Champaign County State's Attorney John Piland disagreed with the ruling.

"This is another kick in the teeth for the family of Michelle Davis," Piland said. "The Constitution of Illinois says the manner of applying for commutation is to be regulated by law, and the law says that an application for executive clemency may not be commenced on behalf of a person who has been sentenced to death without the written consent of the defendant, unless the defendant, because of mental or physical condition is incapable of asserting his own claim."

But the Supreme Court held that the governor's power to grant clemency is not diminished by statutory regulation of the process of applying for it.

Charles Schiedel, deputy defender with the Office of the State Appellate Defender, said the decision was good news.

"I'm glad that (Daniels) is not going to be back on death row."

But Schiedel is still working to get Daniels a new trial and hopes to clear him entirely.

The Daniels case has had a long and bumpy history.

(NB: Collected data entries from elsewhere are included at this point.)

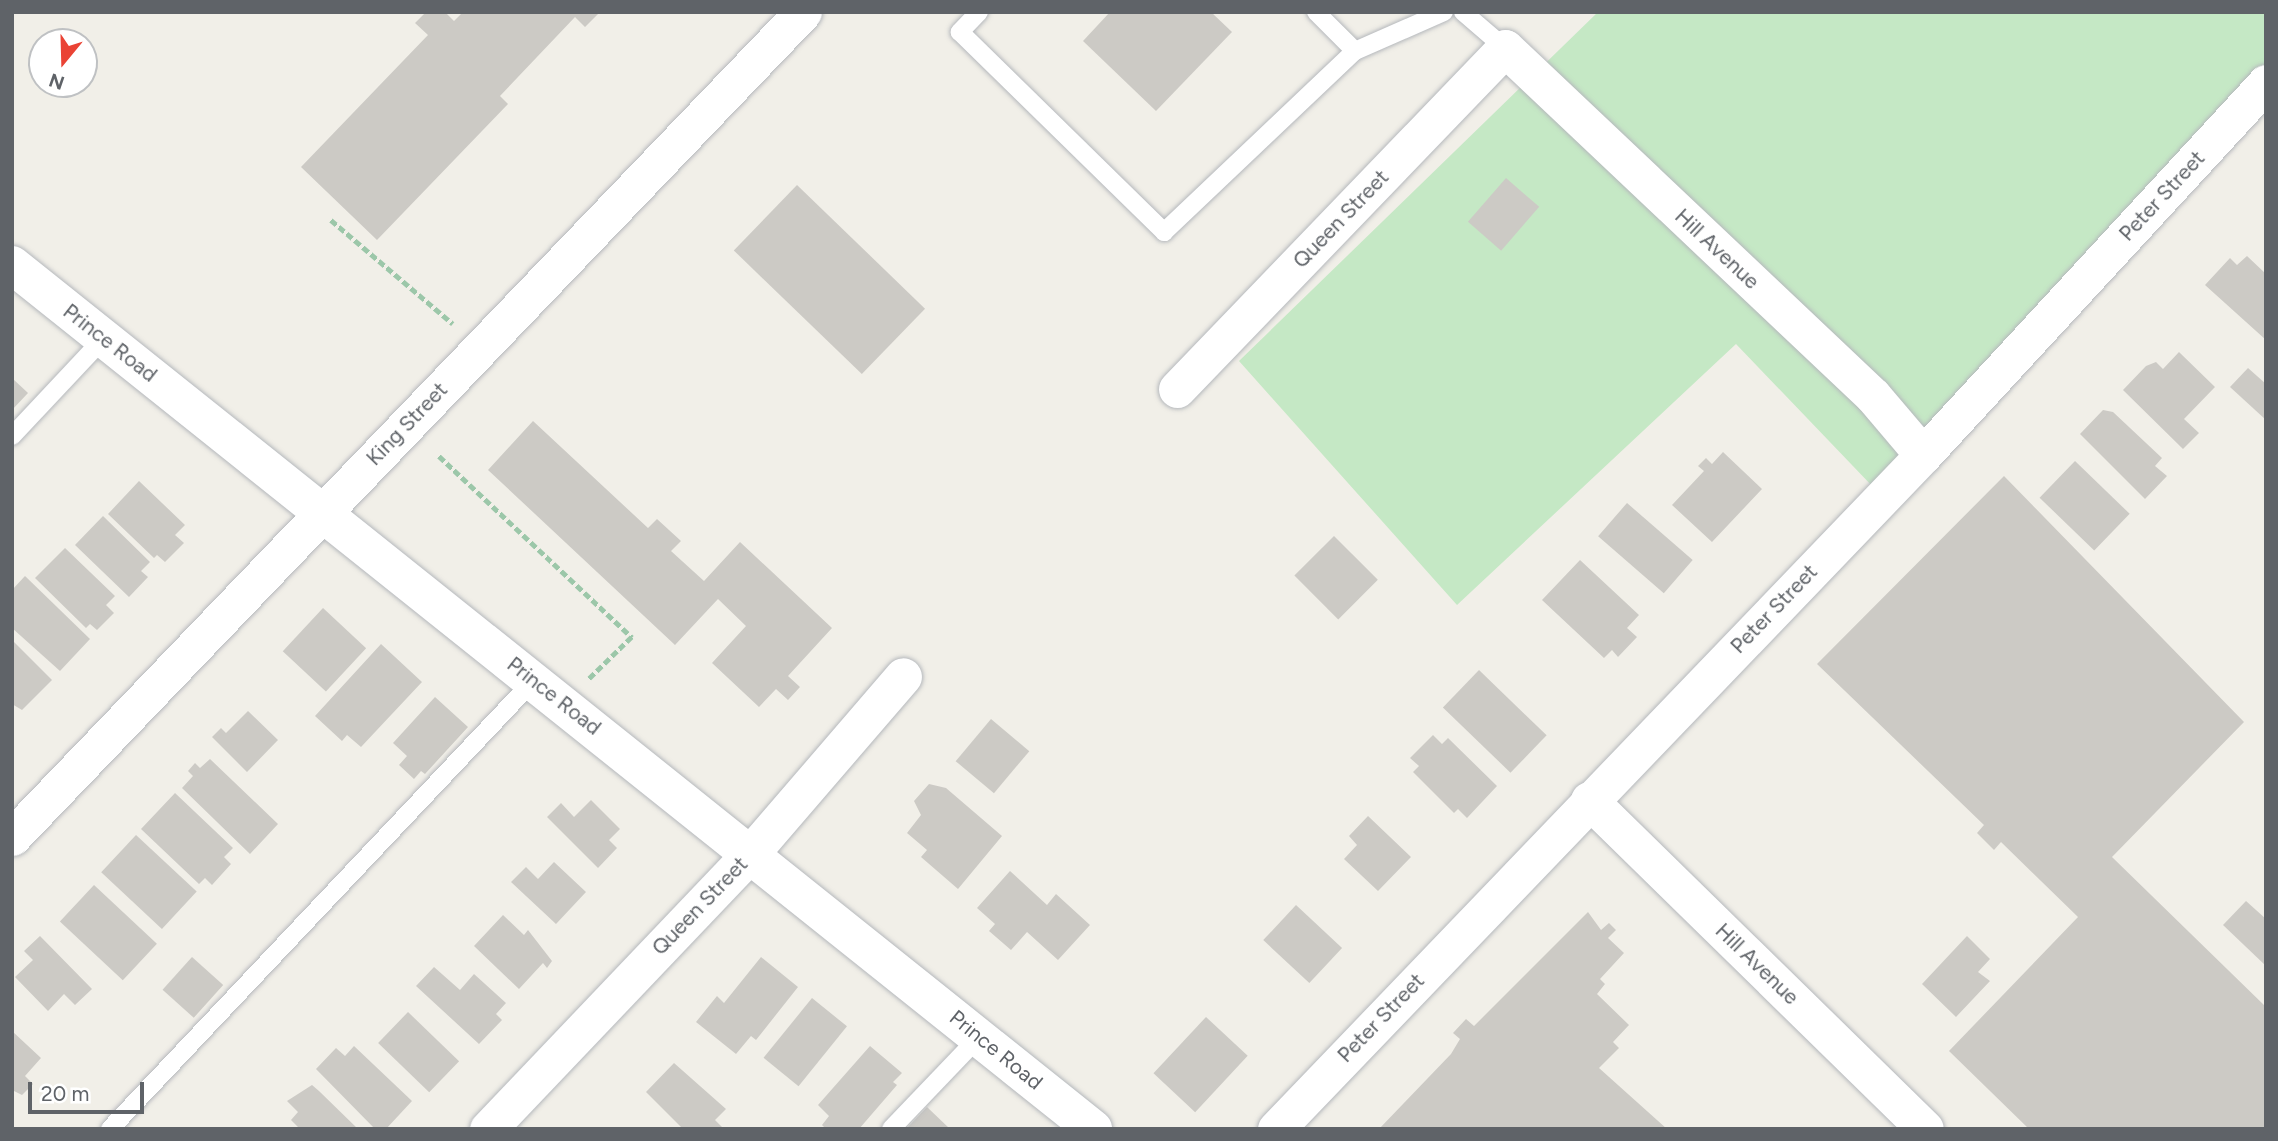 <!DOCTYPE html>
<style>
body{margin:0}
#map{position:relative;width:2278px;height:1141px;overflow:hidden;background:#f1efe8;font-family:Figtree,sans-serif}
div>[style]{position:absolute}
[style*='--x']{left:calc(var(--x)*1px);top:calc(var(--y)*1px);width:calc(var(--w)*1px);rotate:calc(var(--a)*1deg)}
.green>*{inset:0;background:#c5e8c5}
.building>*{inset:0;background:#cccac5;transform-origin:0 0}
.path>*{height:4.5px;margin-top:-2.25px;transform-origin:0;background:repeating-linear-gradient(90deg,#9cc7a9 0 7px,transparent 0 10.5px)}
.roads{filter:drop-shadow(0 0 2px #b5b8bc) drop-shadow(0 0 2px #b5b8bc)}
.service>*{height:18px;margin:-9px;padding:0 9px;transform-origin:9px;border-radius:9px;background:#fff}
.minor>*{height:37px;margin:-18.5px;padding:0 18.5px;transform-origin:18.5px;border-radius:18.5px;background:#fff}
.tertiary>*{height:38px;margin:-19px;padding:0 19px;transform-origin:19px;border-radius:19px;background:#fff}
span{translate:-50% -50%;white-space:nowrap;text-align:center;line-height:1.15;-webkit-text-stroke:7px #fff;paint-order:stroke}
.street-label{font-size:21px;color:#5f6368}
.frame{position:absolute;inset:0;border:14px solid #5f6368;pointer-events:none}
.north{position:absolute;left:28px;top:28px;width:70px;height:70px;box-sizing:border-box;background:#fff;border:2px solid #bfc1c3;border-radius:50%;rotate:199deg;font-size:19px;font-weight:700;line-height:28px;text-align:center;color:#5f6368}
.north::after{content:'';display:block;margin:auto;width:24px;height:32px;background:#ea4335;clip-path:polygon(50% 0,100% 100%,50% 72%,0 100%)}
.scale{position:absolute;left:28px;top:1082px;width:116px;height:32px;box-sizing:border-box;border:4px solid #5f6368;border-top:0;padding-left:9px;font-size:21px;line-height:24px;white-space:nowrap;color:#5f6368;-webkit-text-stroke:5px #fff;paint-order:stroke}
</style>
<div id="map">
<div class="green">
<div style="clip-path:polygon(1598px 12px,2266px 12px,2266px 80px,1874px 488px,1736px 344px,1457px 605px,1239px 361px)"></div>
</div>
<div class="building">
<div style="clip-path:polygon(426px 12px,445px 12px,454px 21px,463px 12px,600px 12px,585px 27px,575px 17px,500px 96px,508px 104px,377px 240px,301px 167px,428px 35px,415px 23px)"></div>
<div style="clip-path:polygon(1110px 12px,1211px 12px,1232px 32px,1156px 111px,1083px 41px)"></div>
<div style="left:1506px;top:178px;width:44px;height:58px;rotate:41deg"></div>
<div style="left:797px;top:185px;width:178px;height:91px;rotate:44deg"></div>
<div style="clip-path:polygon(2247px 256px,2266px 274px,2266px 340px,2205px 285px,2230px 258px,2237px 265px)"></div>
<div style="clip-path:polygon(2179px 352px,2215px 387px,2184px 419px,2199px 433px,2183px 449px,2123px 390px,2146px 366px,2156px 362px,2163px 369px)"></div>
<div style="clip-path:polygon(2248px 368px,2266px 384px,2266px 420px,2230px 387px)"></div>
<div style="clip-path:polygon(12px 378px,28px 393px,12px 410px)"></div>
<div style="clip-path:polygon(2103px 410px,2113px 412px,2162px 458px,2155px 466px,2167px 476px,2145px 499px,2080px 434px)"></div>
<div style="clip-path:polygon(533px 421px,648px 528px,657px 519px,681px 541px,671px 551px,704px 581px,740px 542px,832px 628px,788px 676px,800px 687px,788px 700px,776px 689px,759px 707px,712px 663px,746px 626px,718px 599px,675px 645px,488px 470px)"></div>
<div style="clip-path:polygon(1723px 452px,1762px 489px,1712px 542px,1672px 505px,1704px 471px,1698px 466px,1706px 458px,1712px 464px)"></div>
<div style="left:2075px;top:461px;width:76px;height:51px;rotate:44deg"></div>
<div style="clip-path:polygon(2004px 476px,2244px 722px,2112px 857px,2266px 1007px,2266px 1129px,2029px 1129px,1949px 1051px,2078px 917px,2001px 842px,1994px 850px,1977px 833px,1984px 825px,1817px 664px)"></div>
<div style="clip-path:polygon(139px 481px,185px 525px,175px 535px,184px 543px,165px 562px,157px 555px,154px 558px,108px 514px)"></div>
<div style="left:1627px;top:503px;width:87px;height:44px;rotate:41deg"></div>
<div style="clip-path:polygon(103px 516px,150px 562px,141px 571px,148px 577px,129px 597px,75px 545px)"></div>
<div style="left:1334px;top:536px;width:62px;height:56px;rotate:45deg"></div>
<div style="clip-path:polygon(65px 548px,115px 596px,106px 605px,114px 613px,97px 630px,90px 624px,86px 628px,35px 578px)"></div>
<div style="clip-path:polygon(1580px 560px,1639px 615px,1627px 628px,1637px 637px,1618px 657px,1612px 650px,1604px 658px,1542px 600px)"></div>
<div style="clip-path:polygon(25px 576px,90px 639px,60px 671px,12px 628px,12px 590px)"></div>
<div style="left:323px;top:608px;width:59px;height:59px;rotate:43deg"></div>
<div style="clip-path:polygon(12px 640px,52px 680px,22px 710px,12px 704px)"></div>
<div style="clip-path:polygon(381px 644px,422px 682px,361px 747px,347px 735px,342px 741px,315px 716px)"></div>
<div style="left:1479px;top:670px;width:94px;height:52px;rotate:44deg"></div>
<div style="clip-path:polygon(435px 697px,468px 727px,425px 774px,421px 771px,414px 779px,399px 765px,407px 756px,393px 743px)"></div>
<div style="clip-path:polygon(248px 711px,278px 740px,247px 772px,212px 737px,221px 728px,226px 733px)"></div>
<div style="left:991px;top:719px;width:50px;height:55px;rotate:40deg"></div>
<div style="clip-path:polygon(1433px 735px,1442px 744px,1448px 738px,1497px 786px,1467px 818px,1458px 809px,1454px 813px,1413px 772px,1419px 766px,1410px 758px)"></div>
<div style="clip-path:polygon(210px 759px,278px 824px,250px 854px,182px 788px,193px 776px,188px 771px,195px 763px,200px 768px)"></div>
<div style="clip-path:polygon(929px 784px,946px 788px,1002px 836px,958px 889px,921px 857px,927px 850px,907px 833px,921px 815px,914px 801px)"></div>
<div style="clip-path:polygon(175px 793px,233px 848px,224px 857px,231px 864px,212px 885px,205px 878px,199px 884px,141px 829px)"></div>
<div style="clip-path:polygon(591px 800px,620px 829px,609px 840px,617px 848px,598px 868px,547px 817px,561px 803px,574px 817px)"></div>
<div style="clip-path:polygon(1368px 816px,1411px 857px,1378px 891px,1344px 859px,1357px 845px,1349px 836px)"></div>
<div style="left:136px;top:835px;width:83px;height:51px;rotate:43deg"></div>
<div style="clip-path:polygon(554px 862px,586px 892px,556px 924px,511px 882px,526px 867px,538px 879px)"></div>
<div style="clip-path:polygon(1010px 871px,1047px 905px,1056px 894px,1090px 925px,1058px 960px,1027px 932px,1011px 950px,989px 931px,995px 924px,977px 908px)"></div>
<div style="left:94px;top:885px;width:86px;height:50px;rotate:43deg"></div>
<div style="clip-path:polygon(2246px 901px,2266px 919px,2266px 966px,2223px 925px)"></div>
<div style="left:1296px;top:905px;width:63px;height:48px;rotate:43deg"></div>
<div style="clip-path:polygon(1588px 912px,1601px 930px,1609px 923px,1616px 930px,1608px 938px,1624px 953px,1600px 979px,1605px 984px,1597px 994px,1629px 1025px,1613px 1042px,1619px 1048px,1599px 1068px,1667px 1129px,1379px 1129px,1451px 1054px,1460px 1039px,1453px 1033px,1466px 1019px,1474px 1026px)"></div>
<div style="clip-path:polygon(503px 915px,524px 935px,528px 930px,552px 961px,547px 968px,543px 963px,519px 989px,474px 946px)"></div>
<div style="clip-path:polygon(40px 936px,92px 989px,75px 1005px,64px 994px,48px 1011px,15px 977px,33px 960px,24px 951px)"></div>
<div style="clip-path:polygon(1967px 936px,1990px 959px,1978px 972px,1990px 981px,1956px 1017px,1922px 984px)"></div>
<div style="left:192px;top:957px;width:42px;height:44px;rotate:42deg"></div>
<div style="clip-path:polygon(761px 957px,798px 987px,756px 1040px,751px 1036px,736px 1054px,696px 1022px,717px 996px,724px 1003px)"></div>
<div style="clip-path:polygon(434px 967px,460px 990px,474px 974px,506px 1003px,496px 1014px,502px 1020px,479px 1044px,416px 986px)"></div>
<div style="left:812px;top:998px;width:45px;height:77px;rotate:39deg"></div>
<div style="left:408px;top:1012px;width:71px;height:43px;rotate:44deg"></div>
<div style="left:1206px;top:1017px;width:57px;height:77px;rotate:43deg"></div>
<div style="clip-path:polygon(12px 1031px,41px 1058px,25px 1076px,33px 1084px,22px 1095px,12px 1090px)"></div>
<div style="clip-path:polygon(354px 1046px,412px 1101px,386px 1129px,375px 1129px,316px 1069px,336px 1048px,345px 1056px)"></div>
<div style="clip-path:polygon(870px 1046px,902px 1073px,893px 1082px,897px 1085px,859px 1129px,826px 1129px,822px 1125px,829px 1116px,818px 1105px)"></div>
<div style="clip-path:polygon(674px 1063px,726px 1109px,715px 1120px,724px 1129px,683px 1129px,646px 1092px)"></div>
<div style="clip-path:polygon(312px 1085px,319px 1091px,358px 1129px,300px 1129px,291px 1120px,298px 1112px,287px 1101px)"></div>
<div style="clip-path:polygon(927px 1107px,950px 1129px,906px 1129px)"></div>
</div>
<div class="path">
<div style="--x:331;--y:220;--w:160;--a:40.4"></div>
<div style="--x:439;--y:456;--w:265;--a:43.2"></div>
<div style="--x:632;--y:637;--w:60;--a:135.7"></div>
</div>
<div class="roads">
<div class="service">
<div style="--x:979;--y:12;--w:28;--a:134"></div>
<div style="--x:960;--y:32;--w:286;--a:44.4"></div>
<div style="--x:1164;--y:232;--w:263;--a:-43.5"></div>
<div style="--x:1355;--y:51;--w:97;--a:-23.7"></div>
<div style="--x:1316;--y:12;--w:55;--a:45"></div>
<div style="--x:1463;--y:12;--w:55;--a:40.6"></div>
<div style="--x:12;--y:436;--w:134;--a:-46.8"></div>
<div style="--x:110;--y:1129;--w:618;--a:-46.64"></div>
<div style="--x:891;--y:1129;--w:127;--a:-46.3"></div>
</div>
<div class="minor">
<div style="--x:1177;--y:389;--w:473;--a:-46.1"></div>
<div style="--x:1505;--y:48;--w:506;--a:43.4"></div>
<div style="--x:1873;--y:396;--w:77;--a:49.7"></div>
<div style="--x:1589;--y:800;--w:470;--a:44.4"></div>
<div style="--x:12;--y:837;--w:1143;--a:-46.21"></div>
<div style="--x:488;--y:1129;--w:381;--a:-46.4"></div>
<div style="--x:751;--y:853;--w:233;--a:-49.3"></div>
<div style="--x:1276;--y:1129;--w:934;--a:-46.17"></div>
<div style="--x:1923;--y:455;--w:506;--a:-47.32"></div>
</div>
<div class="tertiary">
<div style="--x:12;--y:265;--w:1384;--a:38.63"></div>
</div>
</div>
<div class="street-label">
<span style="left:2162px;top:196px;rotate:-47deg">Peter Street</span>
<span style="left:1341px;top:219px;rotate:-46deg">Queen Street</span>
<span style="left:1717px;top:249px;rotate:43deg">Hill Avenue</span>
<span style="left:110px;top:343px;rotate:38deg">Prince Road</span>
<span style="left:407px;top:424px;rotate:-46deg">King Street</span>
<span style="left:1774px;top:609px;rotate:-46deg">Peter Street</span>
<span style="left:554px;top:696px;rotate:38deg">Prince Road</span>
<span style="left:700px;top:906px;rotate:-46deg">Queen Street</span>
<span style="left:1757px;top:964px;rotate:44deg">Hill Avenue</span>
<span style="left:1381px;top:1018px;rotate:-46deg">Peter Street</span>
<span style="left:996px;top:1050px;rotate:39deg">Prince Road</span>
</div>
<div class="frame"></div>
<div class="north">N</div>
<div class="scale">20 m</div>
</div>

He was tried three times, first in Champaign County in 1994. The guilty verdicts and death sentence were later overturned on appeal when the Supreme Court found the defense was not allowed enough juror challenges. Daniels was retried in 1997 in Cook County, but that jury could not come to a verdict on the murder and rape charges.

In the third trial, held in Will County, Daniels was found guilty and sentenced to death. That case was on appeal before the Illinois Supreme Court when Ryan ordered the commutations.

Daniels believes he did not get a fair trial in Will County and hopes to be granted yet another new trial, Schiedel said.

While capital cases are appealed directly to the Supreme Court, other criminal convictions must first be appealed at the Appellate Court level.

Since the commutation was upheld Friday, Daniels' appeal will probably move to the 4th District Appellate Court now, Schiedel said.

Daniels is currently serving a 95-year prison term at Menard Correctional Center for attempted murder, armed violence and possession of contraband stemming from a May 2000 attack on Craig Morrison, a correctional officer at the Champaign County jail. He was convicted of stabbing Morrison in the face 11 times with a handmade knife.

Ryan's decision to grant blanket commutations to more than 160 death row inmates last January spared not only Daniels, but three other area offenders.

William Brad Kirchner, now 34, was convicted of the August 1997 slayings of Charles Brewer, 69; his wife, Doris Jean Brewer, 65; and their 37-year-old daughter Bonnie Brewer. The Brewers were brutally stabbed in their home in the small Douglas County community of Garrett.

Kirchner had been sentenced to death, but is now serving a life sentence in Stateville Correctional Center.

Former University of Illinois football player Harry Gosier, now 42, was sentenced to death for the 1988 murders of his mother-in-law, Mae Halcrombe, 44, and her daughter, Soynda Halcrombe, 23, in their west Champaign home. Gosier also admitted raping Soynda and her sister, Gosier's estranged wife, Lesia.

Gosier and Lesia's daughter, India, then 3 years old, witnessed most of the crimes.

Gosier, who had been on death row, is now serving a life sentence in Stateville.

Charles Silagy was sentenced to die for stabbing his girlfriend, Cheryl Jo Block, and her roommate, Anne Budde Walters, to death in Danville on Valentine's Day 1980.

Silagy, 53, is now serving a life sentence at Menard Correctional Center.